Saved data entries
· · · · ·

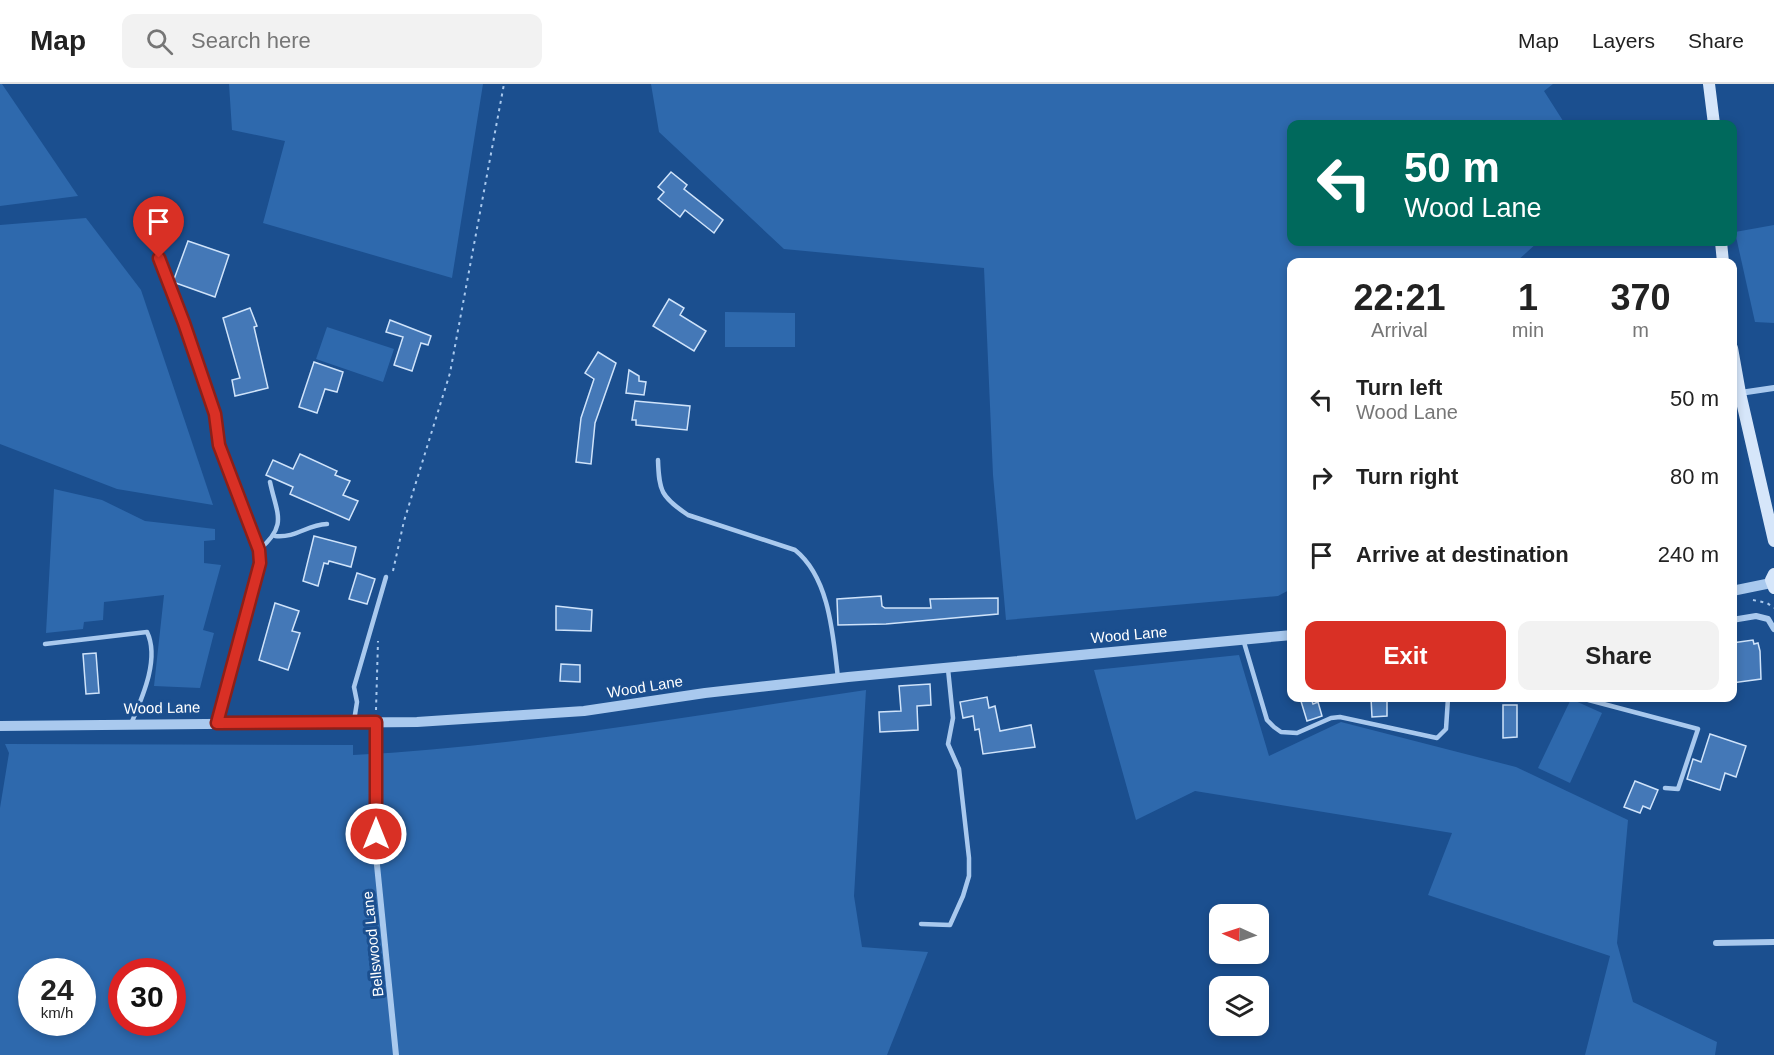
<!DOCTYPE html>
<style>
:root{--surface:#fff;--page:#f2f2f2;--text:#222;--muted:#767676;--line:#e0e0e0;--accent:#d93025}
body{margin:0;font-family:Arial,sans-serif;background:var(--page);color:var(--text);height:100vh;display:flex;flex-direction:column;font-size:22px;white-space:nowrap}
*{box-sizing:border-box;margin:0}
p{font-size:20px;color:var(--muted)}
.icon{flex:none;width:33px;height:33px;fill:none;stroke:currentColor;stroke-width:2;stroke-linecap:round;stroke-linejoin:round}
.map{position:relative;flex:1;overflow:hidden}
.panel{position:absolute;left:1287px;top:174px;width:450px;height:444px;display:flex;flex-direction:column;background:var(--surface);border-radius:12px;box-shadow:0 3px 9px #0003}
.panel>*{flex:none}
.banner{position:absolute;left:1287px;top:36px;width:450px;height:126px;border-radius:12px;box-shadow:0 3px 9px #0003;background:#00695c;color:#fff;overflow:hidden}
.needle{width:39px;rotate:273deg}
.buttons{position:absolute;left:1209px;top:820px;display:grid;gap:12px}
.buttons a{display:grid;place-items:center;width:60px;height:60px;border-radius:12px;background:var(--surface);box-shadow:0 3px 9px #0003;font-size:30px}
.speed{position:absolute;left:18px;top:874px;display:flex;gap:12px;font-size:30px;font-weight:700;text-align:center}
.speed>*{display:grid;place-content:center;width:78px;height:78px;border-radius:50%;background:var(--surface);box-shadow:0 3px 9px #0003;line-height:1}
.speed small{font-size:15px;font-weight:400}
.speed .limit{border:9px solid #d22;background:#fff;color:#111}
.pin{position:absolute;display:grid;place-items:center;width:51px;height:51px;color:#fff;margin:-62px -26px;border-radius:50% 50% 50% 0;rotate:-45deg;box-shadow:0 0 6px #0007}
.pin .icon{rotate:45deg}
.me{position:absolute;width:66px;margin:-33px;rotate:0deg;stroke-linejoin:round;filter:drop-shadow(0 0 4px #0008)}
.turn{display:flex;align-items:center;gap:21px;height:126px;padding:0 18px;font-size:27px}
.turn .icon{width:78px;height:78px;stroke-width:2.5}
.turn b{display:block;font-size:42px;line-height:51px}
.eta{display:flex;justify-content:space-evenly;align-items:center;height:102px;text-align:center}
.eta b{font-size:36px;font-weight:800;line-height:42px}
.button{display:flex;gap:12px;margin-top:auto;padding:12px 18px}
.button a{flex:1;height:69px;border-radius:12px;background:var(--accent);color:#fff;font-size:24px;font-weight:800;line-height:69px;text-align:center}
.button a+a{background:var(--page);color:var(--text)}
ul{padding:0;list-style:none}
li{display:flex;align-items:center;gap:18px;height:78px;padding:0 18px}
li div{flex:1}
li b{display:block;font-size:22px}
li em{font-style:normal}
header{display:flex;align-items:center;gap:36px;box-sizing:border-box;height:84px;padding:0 30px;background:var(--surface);border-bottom:2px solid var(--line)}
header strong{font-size:28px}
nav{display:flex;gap:33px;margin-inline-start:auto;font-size:21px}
.search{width:420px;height:54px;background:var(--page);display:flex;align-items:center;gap:15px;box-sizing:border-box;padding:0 21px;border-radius:12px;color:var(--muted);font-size:22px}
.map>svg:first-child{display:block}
</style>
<header>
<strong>Map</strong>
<div class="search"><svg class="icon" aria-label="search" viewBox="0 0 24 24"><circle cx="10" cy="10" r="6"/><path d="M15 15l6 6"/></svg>Search here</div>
<nav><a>Map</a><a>Layers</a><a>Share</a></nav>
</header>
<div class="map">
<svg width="1774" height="971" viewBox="0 0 1774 971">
<rect width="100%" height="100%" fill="#1b4f8f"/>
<g fill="#2e69ad" fill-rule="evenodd">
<polygon points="0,0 2,0 78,112 0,122"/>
<polygon points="229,0 483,0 452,194 263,139 285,57 232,46"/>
<polygon points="651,0 1553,0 1544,7 1565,40 1292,40 1292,158 1538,158 1516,178 1292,178 1291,505 1278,512 1006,536 993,391 984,184 784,165 659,48"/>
<polygon points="86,134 141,206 213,421 117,405 0,360 0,141"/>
<polygon points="1774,141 1774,239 1755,238 1735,148"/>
<polygon points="725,228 795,229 795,263 725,263"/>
<polygon points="327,243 394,265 383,298 316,275"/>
<polygon points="54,405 102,416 145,437 215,445 215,456 204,457 204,479 221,481 203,546 214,549 200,604 154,602 164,511 104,518 103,536 84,538 83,545 46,549"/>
<polygon points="1239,571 1269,672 1341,638 1516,683 1628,736 1617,859 1633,918 1717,958 1715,971 1585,971 1610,872 1428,811 1452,749 1195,707 1136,736 1094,586"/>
<path d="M866,606L854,812L862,863L928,868L887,971H0V724L9,669L5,660L353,661V671C525,662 696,631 866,606ZM32,888H82V939H32ZM122,888H172V939H122Z"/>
<polygon points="1571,615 1602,629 1570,699 1538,684"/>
</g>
<g fill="#4478b7" stroke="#cfe3fa" stroke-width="1.5">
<polygon points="671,88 687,101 684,105 723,136 714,149 685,126 680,133 658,115 664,108 658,103"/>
<polygon points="188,157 229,171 215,213 173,198"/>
<polygon points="669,215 684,224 680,231 706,247 694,267 653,242"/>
<polygon points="250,224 257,242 254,243 268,304 235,312 232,296 240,294 223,234"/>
<polygon points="390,236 431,252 428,261 421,259 412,287 394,281 403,253 386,248"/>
<polygon points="598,268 616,279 595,339 591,380 576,378 581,334 594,295 585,289"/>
<polygon points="314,278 343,288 337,308 325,305 317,329 299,323"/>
<polygon points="629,286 639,292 639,297 646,298 644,311 626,309"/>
<polygon points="635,317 690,322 687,346 636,341 636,336 632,336"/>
<polygon points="300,370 337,387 335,391 350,397 343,411 358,417 349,436 290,410 293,403 266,391 273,376 293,385"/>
<polygon points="314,452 356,463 351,483 329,477 328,480 324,479 318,502 303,497"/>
<polygon points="357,489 375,495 367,520 349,515"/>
<polygon points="881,512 882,522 885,524 931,524 930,515 998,514 998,530 886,540 838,541 837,515"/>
<polygon points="275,519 299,527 292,547 300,549 288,586 259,576"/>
<polygon points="556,522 592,526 591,547 556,546"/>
<polygon points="1753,556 1754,560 1758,559 1760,567 1761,595 1732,599 1732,559"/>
<polygon points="96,569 99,609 86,610 83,570"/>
<polygon points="561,580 580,581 580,598 560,597"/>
<polygon points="930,600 931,621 917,622 918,646 880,648 879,628 901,627 899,602"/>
<polygon points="987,613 989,624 995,622 1000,647 1031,641 1035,663 983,670 979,645 975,646 973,632 963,634 960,618"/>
<polygon points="1300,614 1311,614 1313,620 1318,618 1322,632 1307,637"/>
<polygon points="1371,614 1387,614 1387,632 1372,633"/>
<polygon points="1503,621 1517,621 1517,653 1503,654"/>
<polygon points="1710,650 1746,662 1736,693 1725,689 1720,706 1687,695 1693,675 1701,678"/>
<polygon points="1635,697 1658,706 1650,725 1643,722 1640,729 1624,723"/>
</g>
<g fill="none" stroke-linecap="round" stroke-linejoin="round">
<g stroke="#a9c9ee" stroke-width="2" stroke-dasharray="3 4.5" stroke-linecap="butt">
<polyline points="393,487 404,437 450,289 504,0"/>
<polyline points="1753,516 1767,519 1774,524"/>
<polyline points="376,626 378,557"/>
</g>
<g stroke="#a9c9ee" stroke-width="4.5">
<polyline points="159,174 215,330 219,361 259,466 260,479 217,639"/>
<path d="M658,376C659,407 661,413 688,431L795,466C830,494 833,552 838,594"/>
<path d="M275,452C297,454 306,441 327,440"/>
<path d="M259,466C288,441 277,431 270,398"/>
<polyline points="1243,555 1267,636 1274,643 1281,648 1297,649 1331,634 1340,633 1437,654 1446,645 1448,614"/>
<path d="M45,560L147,548C160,575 142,614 131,640"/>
<polyline points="1581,614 1698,645 1678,705 1665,704"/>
<polyline points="354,637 357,618 354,603 386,493"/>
<polyline points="921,840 950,841 963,812 969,792 969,774 959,685 948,660 953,634 948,585"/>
</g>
<g stroke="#a9c9ee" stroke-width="6">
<polyline points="1740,309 1774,304"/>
<polyline points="1732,536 1756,532 1768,535 1774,545"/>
<polyline points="376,638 376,771 396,971"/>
<polyline points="1716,859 1774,858"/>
</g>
<g stroke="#a9c9ee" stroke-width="10">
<polyline points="1732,507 1771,499"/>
<polyline points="0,642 417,638 584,627 705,609 848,593 1292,551"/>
</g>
<g stroke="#d6e6fa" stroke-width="12">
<polyline points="1709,0 1714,40"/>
<polyline points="1721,158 1723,178"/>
<polyline points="1732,264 1740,309 1774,457"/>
<polyline points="1774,490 1771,496 1774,504"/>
</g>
</g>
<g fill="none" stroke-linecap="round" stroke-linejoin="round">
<g stroke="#8d1f18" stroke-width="15">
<polyline id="route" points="159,174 184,239 215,330 219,361 259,466 260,479 217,639 376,638 376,750"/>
</g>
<use href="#route" stroke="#d93025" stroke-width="10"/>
</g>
<g text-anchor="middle" stroke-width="6" stroke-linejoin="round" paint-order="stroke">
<g font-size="15" fill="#fff" stroke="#1b4f8f">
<text transform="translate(1129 551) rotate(-5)" y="5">Wood Lane</text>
<text transform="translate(645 603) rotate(-9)" y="5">Wood Lane</text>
<text transform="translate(162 624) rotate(-1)" y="5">Wood Lane</text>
<text transform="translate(373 860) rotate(-96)" y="5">Bellswood Lane</text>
</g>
</g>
</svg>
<div class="buttons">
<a><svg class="needle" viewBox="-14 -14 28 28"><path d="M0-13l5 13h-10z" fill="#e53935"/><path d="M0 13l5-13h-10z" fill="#767676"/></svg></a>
<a><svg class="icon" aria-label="layers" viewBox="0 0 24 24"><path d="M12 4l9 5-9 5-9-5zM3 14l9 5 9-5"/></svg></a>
</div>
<div class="speed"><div>24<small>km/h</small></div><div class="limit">30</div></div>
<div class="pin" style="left:159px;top:174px;background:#d93025"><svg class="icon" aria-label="arrive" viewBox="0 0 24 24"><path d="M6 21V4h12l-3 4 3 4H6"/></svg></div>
<svg class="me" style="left:376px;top:750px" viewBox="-20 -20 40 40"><circle r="17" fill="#d93025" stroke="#fff" stroke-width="3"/><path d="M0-11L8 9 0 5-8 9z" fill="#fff"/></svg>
<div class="banner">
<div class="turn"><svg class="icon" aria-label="left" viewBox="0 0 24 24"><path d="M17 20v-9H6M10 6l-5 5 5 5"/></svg><div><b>50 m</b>Wood Lane</div></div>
</div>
<section class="panel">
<div class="eta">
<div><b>22:21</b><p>Arrival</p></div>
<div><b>1</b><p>min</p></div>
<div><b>370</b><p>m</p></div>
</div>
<ul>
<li><svg class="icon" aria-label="left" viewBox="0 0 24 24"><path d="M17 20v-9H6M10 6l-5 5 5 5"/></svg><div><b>Turn left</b><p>Wood Lane</p></div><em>50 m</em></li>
<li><svg class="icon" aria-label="right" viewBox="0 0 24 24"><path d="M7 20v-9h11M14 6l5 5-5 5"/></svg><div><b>Turn right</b></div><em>80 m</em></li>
<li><svg class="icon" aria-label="arrive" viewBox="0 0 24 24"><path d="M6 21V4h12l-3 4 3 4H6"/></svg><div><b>Arrive at destination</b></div><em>240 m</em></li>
</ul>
<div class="button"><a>Exit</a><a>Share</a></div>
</section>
</div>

· · · · ·

Problem requirements:
From the data above, copy each line where the string "none" appears.

Task solution:
.icon{flex:none;width:33px;height:33px;fill:none;stroke:currentColor;stroke-width:2;stroke-linecap:round;stroke-linejoin:round}
.panel>*{flex:none}
ul{padding:0;list-style:none}
<g fill="none" stroke-linecap="round" stroke-linejoin="round">
<g fill="none" stroke-linecap="round" stroke-linejoin="round">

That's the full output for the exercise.